**DIRECTIONS FOR THIS TASK:** Below is a set of records. Repeat all of them exactly.

(Stored data entries)
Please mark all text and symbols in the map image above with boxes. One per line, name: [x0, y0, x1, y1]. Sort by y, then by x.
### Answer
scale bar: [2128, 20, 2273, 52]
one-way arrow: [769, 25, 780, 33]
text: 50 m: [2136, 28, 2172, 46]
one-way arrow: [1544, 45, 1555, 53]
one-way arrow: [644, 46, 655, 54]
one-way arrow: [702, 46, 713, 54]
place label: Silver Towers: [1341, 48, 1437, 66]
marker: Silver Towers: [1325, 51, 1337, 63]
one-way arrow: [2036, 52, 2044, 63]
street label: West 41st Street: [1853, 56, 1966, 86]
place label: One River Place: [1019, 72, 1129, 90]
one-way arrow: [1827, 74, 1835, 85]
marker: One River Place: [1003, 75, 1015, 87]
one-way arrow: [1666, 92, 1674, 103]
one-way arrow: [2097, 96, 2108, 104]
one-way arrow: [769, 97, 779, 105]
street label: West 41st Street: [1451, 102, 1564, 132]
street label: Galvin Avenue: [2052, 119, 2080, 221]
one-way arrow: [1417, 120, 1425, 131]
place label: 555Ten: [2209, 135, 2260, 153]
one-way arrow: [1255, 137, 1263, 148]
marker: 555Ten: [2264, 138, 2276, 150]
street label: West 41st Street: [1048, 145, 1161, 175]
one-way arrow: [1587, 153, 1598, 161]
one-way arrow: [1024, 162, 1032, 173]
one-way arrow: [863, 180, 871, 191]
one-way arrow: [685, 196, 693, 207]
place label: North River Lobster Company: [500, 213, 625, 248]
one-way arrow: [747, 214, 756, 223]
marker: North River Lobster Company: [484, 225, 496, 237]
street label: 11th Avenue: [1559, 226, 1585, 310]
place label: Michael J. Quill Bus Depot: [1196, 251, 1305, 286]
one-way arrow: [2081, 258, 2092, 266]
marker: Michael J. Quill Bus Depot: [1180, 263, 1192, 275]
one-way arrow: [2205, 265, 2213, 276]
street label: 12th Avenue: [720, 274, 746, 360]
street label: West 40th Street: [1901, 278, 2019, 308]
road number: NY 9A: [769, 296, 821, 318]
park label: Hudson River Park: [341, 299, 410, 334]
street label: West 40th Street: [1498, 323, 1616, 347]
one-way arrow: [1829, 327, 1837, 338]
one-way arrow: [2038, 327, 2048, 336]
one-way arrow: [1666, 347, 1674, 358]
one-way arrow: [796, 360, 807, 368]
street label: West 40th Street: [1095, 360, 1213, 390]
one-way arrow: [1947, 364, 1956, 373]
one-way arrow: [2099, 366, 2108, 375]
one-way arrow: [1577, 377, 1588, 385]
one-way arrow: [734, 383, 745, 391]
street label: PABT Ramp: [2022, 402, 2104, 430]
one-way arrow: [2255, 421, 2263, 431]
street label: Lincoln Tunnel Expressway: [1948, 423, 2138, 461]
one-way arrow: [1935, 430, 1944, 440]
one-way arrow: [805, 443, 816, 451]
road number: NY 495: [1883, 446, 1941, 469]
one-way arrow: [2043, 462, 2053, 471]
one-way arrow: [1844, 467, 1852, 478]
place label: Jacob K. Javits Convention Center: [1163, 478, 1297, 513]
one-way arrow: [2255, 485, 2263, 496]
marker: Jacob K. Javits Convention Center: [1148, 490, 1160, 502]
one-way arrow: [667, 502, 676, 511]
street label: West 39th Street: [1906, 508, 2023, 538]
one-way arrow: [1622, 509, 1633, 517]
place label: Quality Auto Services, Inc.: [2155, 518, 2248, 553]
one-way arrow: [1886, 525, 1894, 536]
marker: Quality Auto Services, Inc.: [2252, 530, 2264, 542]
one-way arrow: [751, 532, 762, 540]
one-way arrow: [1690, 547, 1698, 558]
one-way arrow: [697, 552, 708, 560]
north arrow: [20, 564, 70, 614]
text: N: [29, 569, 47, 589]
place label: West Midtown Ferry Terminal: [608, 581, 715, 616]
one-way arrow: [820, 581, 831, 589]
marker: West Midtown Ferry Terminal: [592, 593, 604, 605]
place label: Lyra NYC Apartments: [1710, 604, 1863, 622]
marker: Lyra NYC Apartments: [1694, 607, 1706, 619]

**ANSWER FOR THE TASK:**
Please mark all text and symbols in the map image above with boxes. One per line, name: [x0, y0, x1, y1]. Sort by y, then by x.
### Answer
scale bar: [2128, 20, 2273, 52]
one-way arrow: [769, 25, 780, 33]
text: 50 m: [2136, 28, 2172, 46]
one-way arrow: [1544, 45, 1555, 53]
one-way arrow: [644, 46, 655, 54]
one-way arrow: [702, 46, 713, 54]
place label: Silver Towers: [1341, 48, 1437, 66]
marker: Silver Towers: [1325, 51, 1337, 63]
one-way arrow: [2036, 52, 2044, 63]
street label: West 41st Street: [1853, 56, 1966, 86]
place label: One River Place: [1019, 72, 1129, 90]
one-way arrow: [1827, 74, 1835, 85]
marker: One River Place: [1003, 75, 1015, 87]
one-way arrow: [1666, 92, 1674, 103]
one-way arrow: [2097, 96, 2108, 104]
one-way arrow: [769, 97, 779, 105]
street label: West 41st Street: [1451, 102, 1564, 132]
street label: Galvin Avenue: [2052, 119, 2080, 221]
one-way arrow: [1417, 120, 1425, 131]
place label: 555Ten: [2209, 135, 2260, 153]
one-way arrow: [1255, 137, 1263, 148]
marker: 555Ten: [2264, 138, 2276, 150]
street label: West 41st Street: [1048, 145, 1161, 175]
one-way arrow: [1587, 153, 1598, 161]
one-way arrow: [1024, 162, 1032, 173]
one-way arrow: [863, 180, 871, 191]
one-way arrow: [685, 196, 693, 207]
place label: North River Lobster Company: [500, 213, 625, 248]
one-way arrow: [747, 214, 756, 223]
marker: North River Lobster Company: [484, 225, 496, 237]
street label: 11th Avenue: [1559, 226, 1585, 310]
place label: Michael J. Quill Bus Depot: [1196, 251, 1305, 286]
one-way arrow: [2081, 258, 2092, 266]
marker: Michael J. Quill Bus Depot: [1180, 263, 1192, 275]
one-way arrow: [2205, 265, 2213, 276]
street label: 12th Avenue: [720, 274, 746, 360]
street label: West 40th Street: [1901, 278, 2019, 308]
road number: NY 9A: [769, 296, 821, 318]
park label: Hudson River Park: [341, 299, 410, 334]
street label: West 40th Street: [1498, 323, 1616, 347]
one-way arrow: [1829, 327, 1837, 338]
one-way arrow: [2038, 327, 2048, 336]
one-way arrow: [1666, 347, 1674, 358]
one-way arrow: [796, 360, 807, 368]
street label: West 40th Street: [1095, 360, 1213, 390]
one-way arrow: [1947, 364, 1956, 373]
one-way arrow: [2099, 366, 2108, 375]
one-way arrow: [1577, 377, 1588, 385]
one-way arrow: [734, 383, 745, 391]
street label: PABT Ramp: [2022, 402, 2104, 430]
one-way arrow: [2255, 421, 2263, 431]
street label: Lincoln Tunnel Expressway: [1948, 423, 2138, 461]
one-way arrow: [1935, 430, 1944, 440]
one-way arrow: [805, 443, 816, 451]
road number: NY 495: [1883, 446, 1941, 469]
one-way arrow: [2043, 462, 2053, 471]
one-way arrow: [1844, 467, 1852, 478]
place label: Jacob K. Javits Convention Center: [1163, 478, 1297, 513]
one-way arrow: [2255, 485, 2263, 496]
marker: Jacob K. Javits Convention Center: [1148, 490, 1160, 502]
one-way arrow: [667, 502, 676, 511]
street label: West 39th Street: [1906, 508, 2023, 538]
one-way arrow: [1622, 509, 1633, 517]
place label: Quality Auto Services, Inc.: [2155, 518, 2248, 553]
one-way arrow: [1886, 525, 1894, 536]
marker: Quality Auto Services, Inc.: [2252, 530, 2264, 542]
one-way arrow: [751, 532, 762, 540]
one-way arrow: [1690, 547, 1698, 558]
one-way arrow: [697, 552, 708, 560]
north arrow: [20, 564, 70, 614]
text: N: [29, 569, 47, 589]
place label: West Midtown Ferry Terminal: [608, 581, 715, 616]
one-way arrow: [820, 581, 831, 589]
marker: West Midtown Ferry Terminal: [592, 593, 604, 605]
place label: Lyra NYC Apartments: [1710, 604, 1863, 622]
marker: Lyra NYC Apartments: [1694, 607, 1706, 619]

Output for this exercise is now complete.